* [YOUR ASSIGNMENT]: Reproduce the data, keeping every word exactly as it is.

* [PROVIDED MATERIAL]:
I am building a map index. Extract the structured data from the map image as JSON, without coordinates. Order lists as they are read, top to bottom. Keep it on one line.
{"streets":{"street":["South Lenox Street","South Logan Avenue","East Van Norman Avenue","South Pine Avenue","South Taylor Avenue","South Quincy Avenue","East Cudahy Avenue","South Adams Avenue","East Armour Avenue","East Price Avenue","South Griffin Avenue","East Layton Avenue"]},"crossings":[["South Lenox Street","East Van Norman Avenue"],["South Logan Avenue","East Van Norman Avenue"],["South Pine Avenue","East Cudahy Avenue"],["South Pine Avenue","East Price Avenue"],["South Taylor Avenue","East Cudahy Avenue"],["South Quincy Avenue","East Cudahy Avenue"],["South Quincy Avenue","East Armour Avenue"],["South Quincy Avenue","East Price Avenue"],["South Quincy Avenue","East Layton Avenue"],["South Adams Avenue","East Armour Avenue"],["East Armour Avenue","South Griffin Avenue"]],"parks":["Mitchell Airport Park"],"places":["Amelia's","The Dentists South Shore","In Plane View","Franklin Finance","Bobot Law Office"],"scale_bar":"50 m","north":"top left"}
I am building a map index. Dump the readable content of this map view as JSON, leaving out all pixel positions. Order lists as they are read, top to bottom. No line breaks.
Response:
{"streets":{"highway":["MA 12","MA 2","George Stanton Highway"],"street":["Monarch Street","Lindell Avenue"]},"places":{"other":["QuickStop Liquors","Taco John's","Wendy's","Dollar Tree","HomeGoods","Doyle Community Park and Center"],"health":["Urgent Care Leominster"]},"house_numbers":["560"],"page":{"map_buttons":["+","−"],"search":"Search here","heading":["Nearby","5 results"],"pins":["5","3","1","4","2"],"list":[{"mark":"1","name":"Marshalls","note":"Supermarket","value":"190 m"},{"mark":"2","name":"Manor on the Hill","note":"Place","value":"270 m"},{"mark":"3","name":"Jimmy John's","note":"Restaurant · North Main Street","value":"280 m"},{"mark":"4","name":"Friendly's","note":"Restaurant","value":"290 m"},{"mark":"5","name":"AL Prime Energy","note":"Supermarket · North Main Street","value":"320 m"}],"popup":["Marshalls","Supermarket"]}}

* [YOUR RESPONSE]:
I am building a map index. Extract the structured data from the map image as JSON, without coordinates. Order lists as they are read, top to bottom. Keep it on one line.
{"streets":{"street":["South Lenox Street","South Logan Avenue","East Van Norman Avenue","South Pine Avenue","South Taylor Avenue","South Quincy Avenue","East Cudahy Avenue","South Adams Avenue","East Armour Avenue","East Price Avenue","South Griffin Avenue","East Layton Avenue"]},"crossings":[["South Lenox Street","East Van Norman Avenue"],["South Logan Avenue","East Van Norman Avenue"],["South Pine Avenue","East Cudahy Avenue"],["South Pine Avenue","East Price Avenue"],["South Taylor Avenue","East Cudahy Avenue"],["South Quincy Avenue","East Cudahy Avenue"],["South Quincy Avenue","East Armour Avenue"],["South Quincy Avenue","East Price Avenue"],["South Quincy Avenue","East Layton Avenue"],["South Adams Avenue","East Armour Avenue"],["East Armour Avenue","South Griffin Avenue"]],"parks":["Mitchell Airport Park"],"places":["Amelia's","The Dentists South Shore","In Plane View","Franklin Finance","Bobot Law Office"],"scale_bar":"50 m","north":"top left"}
I am building a map index. Dump the readable content of this map view as JSON, leaving out all pixel positions. Order lists as they are read, top to bottom. No line breaks.
Response:
{"streets":{"highway":["MA 12","MA 2","George Stanton Highway"],"street":["Monarch Street","Lindell Avenue"]},"places":{"other":["QuickStop Liquors","Taco John's","Wendy's","Dollar Tree","HomeGoods","Doyle Community Park and Center"],"health":["Urgent Care Leominster"]},"house_numbers":["560"],"page":{"map_buttons":["+","−"],"search":"Search here","heading":["Nearby","5 results"],"pins":["5","3","1","4","2"],"list":[{"mark":"1","name":"Marshalls","note":"Supermarket","value":"190 m"},{"mark":"2","name":"Manor on the Hill","note":"Place","value":"270 m"},{"mark":"3","name":"Jimmy John's","note":"Restaurant · North Main Street","value":"280 m"},{"mark":"4","name":"Friendly's","note":"Restaurant","value":"290 m"},{"mark":"5","name":"AL Prime Energy","note":"Supermarket · North Main Street","value":"320 m"}],"popup":["Marshalls","Supermarket"]}}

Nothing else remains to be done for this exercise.